All of the data must be output without alteration.

(DATA TO USE Opens)

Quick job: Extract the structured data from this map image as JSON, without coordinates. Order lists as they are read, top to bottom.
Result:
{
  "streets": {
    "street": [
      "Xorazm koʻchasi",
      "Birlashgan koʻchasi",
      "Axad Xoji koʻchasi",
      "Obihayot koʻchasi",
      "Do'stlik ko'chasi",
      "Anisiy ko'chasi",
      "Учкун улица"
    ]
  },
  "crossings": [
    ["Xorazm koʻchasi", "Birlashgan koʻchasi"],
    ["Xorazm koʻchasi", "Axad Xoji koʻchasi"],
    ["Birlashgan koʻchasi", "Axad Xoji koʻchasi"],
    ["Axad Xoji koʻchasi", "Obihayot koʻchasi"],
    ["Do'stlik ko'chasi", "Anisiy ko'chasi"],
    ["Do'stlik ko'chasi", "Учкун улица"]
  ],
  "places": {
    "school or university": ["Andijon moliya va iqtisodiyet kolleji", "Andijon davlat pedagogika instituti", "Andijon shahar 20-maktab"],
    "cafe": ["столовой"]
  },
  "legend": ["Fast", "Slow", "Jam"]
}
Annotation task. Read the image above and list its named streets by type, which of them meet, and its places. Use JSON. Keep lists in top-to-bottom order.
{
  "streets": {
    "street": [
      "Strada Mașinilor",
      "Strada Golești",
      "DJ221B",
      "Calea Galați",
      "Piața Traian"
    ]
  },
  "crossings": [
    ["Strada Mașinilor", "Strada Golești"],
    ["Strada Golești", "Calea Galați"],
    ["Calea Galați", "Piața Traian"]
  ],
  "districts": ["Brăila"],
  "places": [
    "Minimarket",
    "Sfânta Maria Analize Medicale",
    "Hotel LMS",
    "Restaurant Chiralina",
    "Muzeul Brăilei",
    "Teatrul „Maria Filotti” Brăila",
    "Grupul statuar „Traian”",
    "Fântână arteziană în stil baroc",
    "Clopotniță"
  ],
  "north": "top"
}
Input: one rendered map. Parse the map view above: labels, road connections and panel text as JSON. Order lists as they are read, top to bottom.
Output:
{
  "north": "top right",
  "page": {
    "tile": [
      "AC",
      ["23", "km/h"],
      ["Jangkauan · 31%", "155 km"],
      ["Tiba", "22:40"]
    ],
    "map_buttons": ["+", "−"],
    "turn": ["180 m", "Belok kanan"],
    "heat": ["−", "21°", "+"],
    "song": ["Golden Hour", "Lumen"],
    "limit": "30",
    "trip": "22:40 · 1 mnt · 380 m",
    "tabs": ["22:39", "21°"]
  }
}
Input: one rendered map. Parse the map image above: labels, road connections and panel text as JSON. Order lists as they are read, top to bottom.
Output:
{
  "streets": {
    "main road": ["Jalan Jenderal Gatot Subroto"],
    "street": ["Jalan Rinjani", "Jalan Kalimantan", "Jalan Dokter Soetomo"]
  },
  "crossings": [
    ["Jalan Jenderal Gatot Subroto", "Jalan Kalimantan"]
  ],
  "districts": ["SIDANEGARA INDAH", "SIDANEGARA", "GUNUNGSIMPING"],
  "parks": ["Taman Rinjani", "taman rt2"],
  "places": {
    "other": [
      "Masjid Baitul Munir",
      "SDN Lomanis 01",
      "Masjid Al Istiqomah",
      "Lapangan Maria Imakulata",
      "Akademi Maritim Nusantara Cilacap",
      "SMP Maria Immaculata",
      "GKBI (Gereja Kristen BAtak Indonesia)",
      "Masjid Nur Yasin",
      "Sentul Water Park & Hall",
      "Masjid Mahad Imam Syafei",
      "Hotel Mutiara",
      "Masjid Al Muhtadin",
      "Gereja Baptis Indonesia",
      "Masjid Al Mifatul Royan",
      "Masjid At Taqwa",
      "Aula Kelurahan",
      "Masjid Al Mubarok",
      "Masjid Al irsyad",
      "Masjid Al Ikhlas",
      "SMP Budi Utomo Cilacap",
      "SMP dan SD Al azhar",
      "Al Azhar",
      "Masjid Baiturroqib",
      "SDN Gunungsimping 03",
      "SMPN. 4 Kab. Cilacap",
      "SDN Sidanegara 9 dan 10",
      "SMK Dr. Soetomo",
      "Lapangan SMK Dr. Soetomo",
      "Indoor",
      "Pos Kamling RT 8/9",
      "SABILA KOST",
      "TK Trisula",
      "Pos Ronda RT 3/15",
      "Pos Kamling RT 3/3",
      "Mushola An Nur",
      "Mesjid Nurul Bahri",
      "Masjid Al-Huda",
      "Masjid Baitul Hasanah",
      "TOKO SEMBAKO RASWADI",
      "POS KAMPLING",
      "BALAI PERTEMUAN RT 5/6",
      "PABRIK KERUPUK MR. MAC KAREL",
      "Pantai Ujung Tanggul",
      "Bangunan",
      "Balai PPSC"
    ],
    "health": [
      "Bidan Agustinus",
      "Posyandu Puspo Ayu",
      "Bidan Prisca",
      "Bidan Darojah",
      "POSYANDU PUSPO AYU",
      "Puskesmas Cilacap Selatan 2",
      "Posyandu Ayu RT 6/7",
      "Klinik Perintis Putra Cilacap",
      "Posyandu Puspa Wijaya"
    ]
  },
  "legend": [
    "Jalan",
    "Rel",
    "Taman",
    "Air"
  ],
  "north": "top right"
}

(DATA TO USE Closes)

◆ **TASK RESPONSE**:
Quick job: Extract the structured data from this map image as JSON, without coordinates. Order lists as they are read, top to bottom.
Result:
{
  "streets": {
    "street": [
      "Xorazm koʻchasi",
      "Birlashgan koʻchasi",
      "Axad Xoji koʻchasi",
      "Obihayot koʻchasi",
      "Do'stlik ko'chasi",
      "Anisiy ko'chasi",
      "Учкун улица"
    ]
  },
  "crossings": [
    ["Xorazm koʻchasi", "Birlashgan koʻchasi"],
    ["Xorazm koʻchasi", "Axad Xoji koʻchasi"],
    ["Birlashgan koʻchasi", "Axad Xoji koʻchasi"],
    ["Axad Xoji koʻchasi", "Obihayot koʻchasi"],
    ["Do'stlik ko'chasi", "Anisiy ko'chasi"],
    ["Do'stlik ko'chasi", "Учкун улица"]
  ],
  "places": {
    "school or university": ["Andijon moliya va iqtisodiyet kolleji", "Andijon davlat pedagogika instituti", "Andijon shahar 20-maktab"],
    "cafe": ["столовой"]
  },
  "legend": ["Fast", "Slow", "Jam"]
}
Annotation task. Read the image above and list its named streets by type, which of them meet, and its places. Use JSON. Keep lists in top-to-bottom order.
{
  "streets": {
    "street": [
      "Strada Mașinilor",
      "Strada Golești",
      "DJ221B",
      "Calea Galați",
      "Piața Traian"
    ]
  },
  "crossings": [
    ["Strada Mașinilor", "Strada Golești"],
    ["Strada Golești", "Calea Galați"],
    ["Calea Galați", "Piața Traian"]
  ],
  "districts": ["Brăila"],
  "places": [
    "Minimarket",
    "Sfânta Maria Analize Medicale",
    "Hotel LMS",
    "Restaurant Chiralina",
    "Muzeul Brăilei",
    "Teatrul „Maria Filotti” Brăila",
    "Grupul statuar „Traian”",
    "Fântână arteziană în stil baroc",
    "Clopotniță"
  ],
  "north": "top"
}
Input: one rendered map. Parse the map view above: labels, road connections and panel text as JSON. Order lists as they are read, top to bottom.
Output:
{
  "north": "top right",
  "page": {
    "tile": [
      "AC",
      ["23", "km/h"],
      ["Jangkauan · 31%", "155 km"],
      ["Tiba", "22:40"]
    ],
    "map_buttons": ["+", "−"],
    "turn": ["180 m", "Belok kanan"],
    "heat": ["−", "21°", "+"],
    "song": ["Golden Hour", "Lumen"],
    "limit": "30",
    "trip": "22:40 · 1 mnt · 380 m",
    "tabs": ["22:39", "21°"]
  }
}
Input: one rendered map. Parse the map image above: labels, road connections and panel text as JSON. Order lists as they are read, top to bottom.
Output:
{
  "streets": {
    "main road": ["Jalan Jenderal Gatot Subroto"],
    "street": ["Jalan Rinjani", "Jalan Kalimantan", "Jalan Dokter Soetomo"]
  },
  "crossings": [
    ["Jalan Jenderal Gatot Subroto", "Jalan Kalimantan"]
  ],
  "districts": ["SIDANEGARA INDAH", "SIDANEGARA", "GUNUNGSIMPING"],
  "parks": ["Taman Rinjani", "taman rt2"],
  "places": {
    "other": [
      "Masjid Baitul Munir",
      "SDN Lomanis 01",
      "Masjid Al Istiqomah",
      "Lapangan Maria Imakulata",
      "Akademi Maritim Nusantara Cilacap",
      "SMP Maria Immaculata",
      "GKBI (Gereja Kristen BAtak Indonesia)",
      "Masjid Nur Yasin",
      "Sentul Water Park & Hall",
      "Masjid Mahad Imam Syafei",
      "Hotel Mutiara",
      "Masjid Al Muhtadin",
      "Gereja Baptis Indonesia",
      "Masjid Al Mifatul Royan",
      "Masjid At Taqwa",
      "Aula Kelurahan",
      "Masjid Al Mubarok",
      "Masjid Al irsyad",
      "Masjid Al Ikhlas",
      "SMP Budi Utomo Cilacap",
      "SMP dan SD Al azhar",
      "Al Azhar",
      "Masjid Baiturroqib",
      "SDN Gunungsimping 03",
      "SMPN. 4 Kab. Cilacap",
      "SDN Sidanegara 9 dan 10",
      "SMK Dr. Soetomo",
      "Lapangan SMK Dr. Soetomo",
      "Indoor",
      "Pos Kamling RT 8/9",
      "SABILA KOST",
      "TK Trisula",
      "Pos Ronda RT 3/15",
      "Pos Kamling RT 3/3",
      "Mushola An Nur",
      "Mesjid Nurul Bahri",
      "Masjid Al-Huda",
      "Masjid Baitul Hasanah",
      "TOKO SEMBAKO RASWADI",
      "POS KAMPLING",
      "BALAI PERTEMUAN RT 5/6",
      "PABRIK KERUPUK MR. MAC KAREL",
      "Pantai Ujung Tanggul",
      "Bangunan",
      "Balai PPSC"
    ],
    "health": [
      "Bidan Agustinus",
      "Posyandu Puspo Ayu",
      "Bidan Prisca",
      "Bidan Darojah",
      "POSYANDU PUSPO AYU",
      "Puskesmas Cilacap Selatan 2",
      "Posyandu Ayu RT 6/7",
      "Klinik Perintis Putra Cilacap",
      "Posyandu Puspa Wijaya"
    ]
  },
  "legend": [
    "Jalan",
    "Rel",
    "Taman",
    "Air"
  ],
  "north": "top right"
}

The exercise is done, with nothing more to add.